Shipments of OCTG products in the US fell by 49pc in 2020 to 957,000 short tons (st) compared to the 1.87mn st shipped in 2019, according to data from the American Iron and Steel Institute (AISI). Line pipe shipments dropped by 50pc in 2020 to 322,000st compared to 649,000st in 2019.

The active oil and gas drilling rig count in the US was 402 for the week ending March 12, down by 49pc from the 792 that were active a year ago, according to data from oilfield service company Baker Hughes.

While energy industry activity has slowed, some pipe companies have had additional problems securing supply as a result of being an "inconsistent buyer" in the steel market, according to George Thompson, vice president of commercial at distributor Dura-Bond Industries. High demand from the automotive and appliance industries have taken priority for steelmakers in recent months as energy demand has remained low.

"We buy back-to-back based upon where our order book is going," Thompson said. "Consequently we end up being more or less of a flywheel-type customer for the mills, and there is no room for flywheel customers right now. We are sitting at the bottom of the stack waiting for something to drip down."

Of Dura-Bond's four steel coil suppliers, he said only one is currently willing to quote or supply him with steel. Thompson's customers are "scrounging around" for what they can find, looking for a few thousand feet of pipe compared to the tens of thousands of feet needed for many energy pipe projects.

Along with supply issues, steel prices have nearly tripled in the last seven months, with the Argus US hot-rolled coil (HRC) Midwest spot assessment up to $1,286.50/st ex-works Midwest on 16 March from a low of $450/st on 11 August. HRC is a key component used in the production of some energy-related pipe products.

As flat-rolled steel prices have increased, it has been hard for the pipe industry to pass on those costs.

"Generally 70pc of the cost of that piece of pipe is steel," said Jack McCarthy, a senior vice president at MRC Global, a pipe, valve and fitting company focused on the energy and industrial industries. "But because the pipe mills have not been able to pass along all the increases, some of them are telling me now that 80-85pc of their input cost is the steel."

The sector also views the new administration of President Joe Biden as a headwind. One of Biden's first actions was halting the construction of the Keystone XL pipeline by rescinding the cross-border permit required for the long-delayed pipeline project. The pipe for that project had been long-ago manufactured, but the move served as a signal to the sector.
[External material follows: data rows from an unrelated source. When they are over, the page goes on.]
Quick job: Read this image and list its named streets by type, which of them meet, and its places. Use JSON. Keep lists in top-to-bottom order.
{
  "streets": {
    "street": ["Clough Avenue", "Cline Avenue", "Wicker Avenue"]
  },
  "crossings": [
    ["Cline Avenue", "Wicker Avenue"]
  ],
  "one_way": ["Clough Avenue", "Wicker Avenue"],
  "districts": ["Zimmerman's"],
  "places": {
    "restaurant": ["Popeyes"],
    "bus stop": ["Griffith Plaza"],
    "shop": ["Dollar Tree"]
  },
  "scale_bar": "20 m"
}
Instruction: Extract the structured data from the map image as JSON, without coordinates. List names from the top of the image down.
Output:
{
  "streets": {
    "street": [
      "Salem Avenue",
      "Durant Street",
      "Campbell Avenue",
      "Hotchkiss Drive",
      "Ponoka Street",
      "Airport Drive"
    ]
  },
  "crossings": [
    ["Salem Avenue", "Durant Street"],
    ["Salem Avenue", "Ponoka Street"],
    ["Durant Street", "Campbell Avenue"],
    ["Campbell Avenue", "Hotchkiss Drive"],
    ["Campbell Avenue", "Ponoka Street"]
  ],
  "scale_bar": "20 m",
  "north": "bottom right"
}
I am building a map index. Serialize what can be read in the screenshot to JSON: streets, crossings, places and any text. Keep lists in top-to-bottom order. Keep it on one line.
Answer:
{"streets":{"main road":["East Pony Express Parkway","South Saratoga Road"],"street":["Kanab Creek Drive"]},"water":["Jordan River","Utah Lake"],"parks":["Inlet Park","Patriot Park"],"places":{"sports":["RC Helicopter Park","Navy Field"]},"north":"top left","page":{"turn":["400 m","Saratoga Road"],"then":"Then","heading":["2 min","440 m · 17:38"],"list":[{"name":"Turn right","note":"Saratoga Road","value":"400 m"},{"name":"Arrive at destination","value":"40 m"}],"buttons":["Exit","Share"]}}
"I do not think Biden is good for the oil industry, period," said Dilip Bhargava, chief executive of Houston-based SDB Steel and Pipe.

There may be other options for pipe manufacturers. On 17 March, the US House of Representatives introduced the Storing CO2 and Lowering Emissions Act (SCALE Act) to support infrastructure development for CO2 capture and sequestration, which would include pipeline infrastructure.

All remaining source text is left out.